4. OK. While I'm entertained by the Grace story line, I do wonder: Are alcoholics offended by this? I mean, Grace starts drinking because of all the booze talk she hears at the group. Plus she's abusing the AA speak and making light of an important program that helps people who have a serious disease. Hmmm. I wonder if I would get upset if they used OA instead of AA. (Whoa. I've said too much.)
5. Quote of the Night: Guest star Molly Shannon's expertly delivered "Accept the things you cannot change, bitch!" I think I'm going to have a T-shirt made with that one.
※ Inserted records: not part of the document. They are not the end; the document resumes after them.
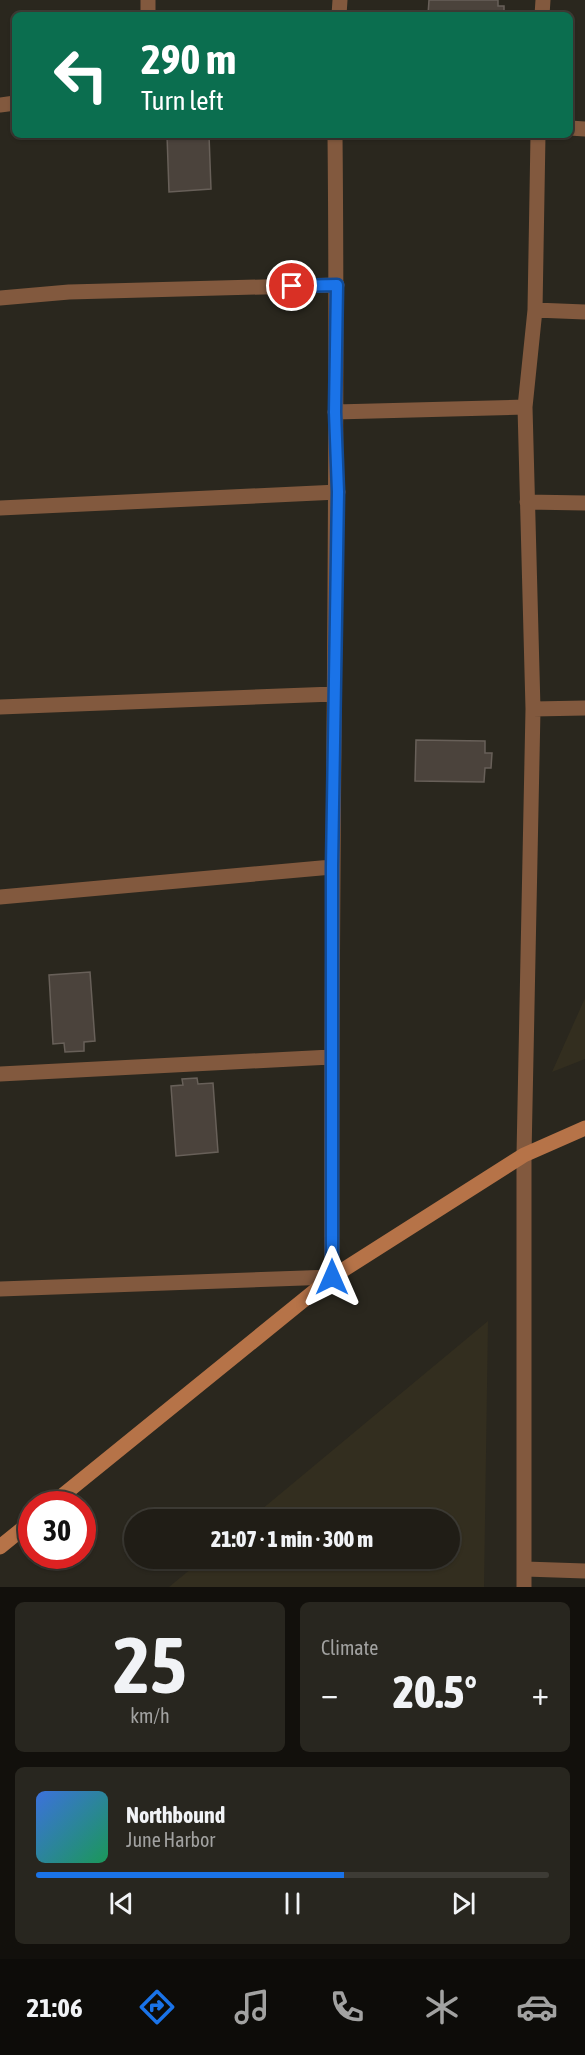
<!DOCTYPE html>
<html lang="en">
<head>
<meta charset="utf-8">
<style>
  :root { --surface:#201d16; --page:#28261f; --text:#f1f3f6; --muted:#a2a2a1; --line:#3d3b35; --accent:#1a73e8 }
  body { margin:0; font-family:"Asap Condensed",sans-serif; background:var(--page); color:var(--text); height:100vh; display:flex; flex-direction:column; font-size:22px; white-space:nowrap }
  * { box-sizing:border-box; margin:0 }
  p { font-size:20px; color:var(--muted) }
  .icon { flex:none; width:33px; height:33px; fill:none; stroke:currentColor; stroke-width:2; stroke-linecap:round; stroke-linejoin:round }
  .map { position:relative; height:1587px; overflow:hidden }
  .sheet { display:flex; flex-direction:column; gap:15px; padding:15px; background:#12100c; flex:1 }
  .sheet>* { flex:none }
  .banner { position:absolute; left:12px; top:12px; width:561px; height:126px; border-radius:9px; box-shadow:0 2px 4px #0004,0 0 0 2px var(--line); background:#0b6e4f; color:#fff; overflow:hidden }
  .speed { position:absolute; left:18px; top:1491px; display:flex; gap:12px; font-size:30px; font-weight:700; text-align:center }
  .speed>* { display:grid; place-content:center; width:78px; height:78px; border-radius:50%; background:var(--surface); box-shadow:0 2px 4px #0004,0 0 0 2px var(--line); line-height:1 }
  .speed .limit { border:9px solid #d22; background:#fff; color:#111 }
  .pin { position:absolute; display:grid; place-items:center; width:51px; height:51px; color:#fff; margin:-26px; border:3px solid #fff; border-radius:50%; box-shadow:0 2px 6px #0007 }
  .me { position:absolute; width:66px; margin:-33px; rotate:0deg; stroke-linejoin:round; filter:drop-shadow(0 0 4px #0008) }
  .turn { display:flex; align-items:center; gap:21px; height:126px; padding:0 30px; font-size:27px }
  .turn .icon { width:78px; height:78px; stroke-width:2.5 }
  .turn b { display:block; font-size:42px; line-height:51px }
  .big { font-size:45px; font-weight:800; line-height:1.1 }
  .sheet .tile { flex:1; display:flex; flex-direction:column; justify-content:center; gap:9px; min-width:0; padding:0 21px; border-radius:9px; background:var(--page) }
  .sheet .dial { align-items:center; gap:0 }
  .dial b { font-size:78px; line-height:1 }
  .song { display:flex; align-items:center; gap:18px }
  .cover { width:72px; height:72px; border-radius:9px; background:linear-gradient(135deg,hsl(220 70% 55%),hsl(150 70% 35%)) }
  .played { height:6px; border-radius:3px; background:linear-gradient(90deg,var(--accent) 60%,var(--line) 60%) }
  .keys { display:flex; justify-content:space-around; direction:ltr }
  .heat { display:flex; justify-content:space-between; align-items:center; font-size:33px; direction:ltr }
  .sheet .tiles { flex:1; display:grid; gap:15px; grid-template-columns:1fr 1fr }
  .tile:last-child { grid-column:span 2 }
  .trip { position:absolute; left:124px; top:1509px; width:336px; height:60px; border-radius:30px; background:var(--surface); box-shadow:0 2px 4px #0004,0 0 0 2px var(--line); font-weight:800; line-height:60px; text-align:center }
  .menu { display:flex; height:96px; justify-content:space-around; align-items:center; background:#0d0c09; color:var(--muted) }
  .menu .icon { width:42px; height:42px }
  .menu .selected { color:var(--accent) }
  .menu b { font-size:27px; color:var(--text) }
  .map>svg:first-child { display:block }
  .built { fill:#332e1f }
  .building { fill:#4b433c; stroke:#686059; stroke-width:1.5 }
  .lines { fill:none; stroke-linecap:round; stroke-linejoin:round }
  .street { stroke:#82593e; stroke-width:15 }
  .secondary { stroke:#b67348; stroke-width:15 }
  .route-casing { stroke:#114b97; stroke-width:15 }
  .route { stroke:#1a73e8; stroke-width:10 }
</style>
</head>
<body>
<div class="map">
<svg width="585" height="1587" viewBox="0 0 585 1587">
  <rect width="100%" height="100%" fill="#2a271e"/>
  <!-- built -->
  <path class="built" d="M585,998V1059L552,1072Z
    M488,1321L484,1587H169L203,1559L450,1558V1520L250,1519Z"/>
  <!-- building -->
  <path class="building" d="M429,0H498V6H504V15H428Z
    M167,135H209L211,189L169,192Z
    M416,740L485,741V753H492L491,768H485L484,782L415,781Z
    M90,972L95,1041L84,1042V1051L65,1052L64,1043L53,1044L49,975Z
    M197,1078L198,1084L213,1083L218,1152L176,1156L171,1086L183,1085L182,1079Z"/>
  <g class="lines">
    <!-- street -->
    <path class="street" d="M148,15V0
      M339,15L340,0
      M542,15L543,0
      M0,105L15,103
      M570,128L585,129
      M0,298L69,292L337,285
      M535,310L585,312
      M335,412L525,407
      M527,502L585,503
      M0,508L338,492
      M0,707L334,694
      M533,709L585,708
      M0,897L332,867
      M0,1074L331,1057
      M0,1289L332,1277C330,896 339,516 335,135
      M525,1569L585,1571
      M524,1587V1155L533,709L525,407L535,310L538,135"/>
    <!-- secondary -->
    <path class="secondary" d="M52,1504L332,1277L524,1155L585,1128
      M0,1547L32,1521"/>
  </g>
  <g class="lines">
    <defs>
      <path id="route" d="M292,286L337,285L335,412L338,492L332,867V1277"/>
    </defs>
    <!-- route casing -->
    <use href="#route" class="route-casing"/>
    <!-- route -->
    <use href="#route" class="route"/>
  </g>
</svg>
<div class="speed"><div class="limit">30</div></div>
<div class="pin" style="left:292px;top:286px;background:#d93025"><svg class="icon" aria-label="arrive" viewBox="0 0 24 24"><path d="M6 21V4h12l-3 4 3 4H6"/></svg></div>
<svg class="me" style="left:332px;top:1277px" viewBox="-20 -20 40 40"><path d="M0-17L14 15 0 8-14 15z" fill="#1a73e8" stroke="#fff" stroke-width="4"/></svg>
<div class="trip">21:07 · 1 min · 300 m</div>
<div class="banner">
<div class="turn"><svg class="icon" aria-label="left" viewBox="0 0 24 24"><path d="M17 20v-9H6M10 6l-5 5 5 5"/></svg><div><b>290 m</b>Turn left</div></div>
</div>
</div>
<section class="sheet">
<div class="tiles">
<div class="tile dial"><b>25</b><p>km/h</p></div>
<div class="tile"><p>Climate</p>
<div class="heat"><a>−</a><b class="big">20.5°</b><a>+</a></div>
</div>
<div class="tile">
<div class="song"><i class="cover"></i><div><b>Northbound</b><p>June Harbor</p></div></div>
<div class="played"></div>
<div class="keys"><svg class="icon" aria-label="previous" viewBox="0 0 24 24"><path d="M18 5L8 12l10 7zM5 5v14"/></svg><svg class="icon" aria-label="pause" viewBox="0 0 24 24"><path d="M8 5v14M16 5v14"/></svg><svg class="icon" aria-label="next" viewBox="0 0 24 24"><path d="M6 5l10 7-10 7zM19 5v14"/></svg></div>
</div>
</div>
</section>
<nav class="menu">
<b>21:06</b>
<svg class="icon selected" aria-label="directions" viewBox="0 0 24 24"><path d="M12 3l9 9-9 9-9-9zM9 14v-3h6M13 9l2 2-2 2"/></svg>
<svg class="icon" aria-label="music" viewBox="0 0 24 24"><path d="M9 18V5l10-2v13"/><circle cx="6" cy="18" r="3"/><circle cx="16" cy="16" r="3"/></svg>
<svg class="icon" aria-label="phone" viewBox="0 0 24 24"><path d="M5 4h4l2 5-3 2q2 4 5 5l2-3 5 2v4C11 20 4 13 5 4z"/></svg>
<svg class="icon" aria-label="climate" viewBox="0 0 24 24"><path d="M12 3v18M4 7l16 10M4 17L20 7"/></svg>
<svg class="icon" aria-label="car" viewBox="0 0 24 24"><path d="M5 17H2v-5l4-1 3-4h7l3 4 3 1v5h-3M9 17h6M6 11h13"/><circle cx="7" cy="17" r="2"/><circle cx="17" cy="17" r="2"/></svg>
</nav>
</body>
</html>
Speaking of the B word... Man did it get ugly up in the women's camp. I thought Mia and Twila were going to full-on scrap. But, seriously, what was Mia thinking, starting an argument with tough woman Twila while Twila was sharpening a very big knife?! I'm just saying. And when Twila said, "I'll whup that little scrawny bitch's ass 'cause I don't care," I'm not even going to lie. That had me rolling. For real. That comment (which was not included in the captions, by the way. Yes, I checked) had to have been the most ghetto thing anyone has ever said in the history of Survivor. Twila took it there — to the trailer park. And I'm surprised the producers didn't bleep her. I'm also surprised the women later voted Mia out. But that's got more to do with the editing. So I digress.
On a different note — but still related to the crazy women who were off their competitive game this week: Why did the ladies let cute-boy John K. boss them around? He walks into camp, says, "I want everyone who voted for Dolly over here," and they just do it. Nah. It shouldn't have gone down like that. And, if he was as smart as he thinks he is, John K. would not have wasted his immunity pass on Ami. He could have shaken things up even more by giving it to Scout (the weakest player on the women's team) or Eliza (the most annoying). But no. He decided to play it safe. Whatever. I wish the men could have voted him off instead of John P.
The Presidential Debates
Ah, man. The debates are on. Every (click) single (click) channel. Ooooh. Except the WB. And there's One Tree Hill's Chad Michael Murray (aka Lucas Scott) lying on the basketball court looking all cute with his young self. You know I heard he's engaged to his costar Sophia whatshername... Bush? Yes, Bush. Wonder if she's related to... Ah, heck. Rochell, you're a registered voter. So go. Be informed. Watch the debate.
Hey, why must the audience be "absolutely silent for the next 90 minutes"? Is that because they fear the different parties could people the crowd and have them cheer or boo on cue? How are they going to keep quiet for that long? I can't shut up now. Shoot. John Kerry better bring it.
Twenty Minutes Later
If President Bush says "wrong war, wrong place, wrong time" one more time... But he does have a point. How does Kerry plan to recruit allies after he has told the world he thinks Bush made a "colossal error in judgment" and that he doesn't believe we're in a just fight?
Five Minutes Later
Watch out, now. That Jim Lehrer's got clout. I do believe the president just called him "sir."
Five Minutes After That
Zzzzzzzz. Cough. Hack. Turn over. Scratch. Zzzzzzzzzzzz.
And Still Later
The phone rings. I grab it. Damn. Is the debate over?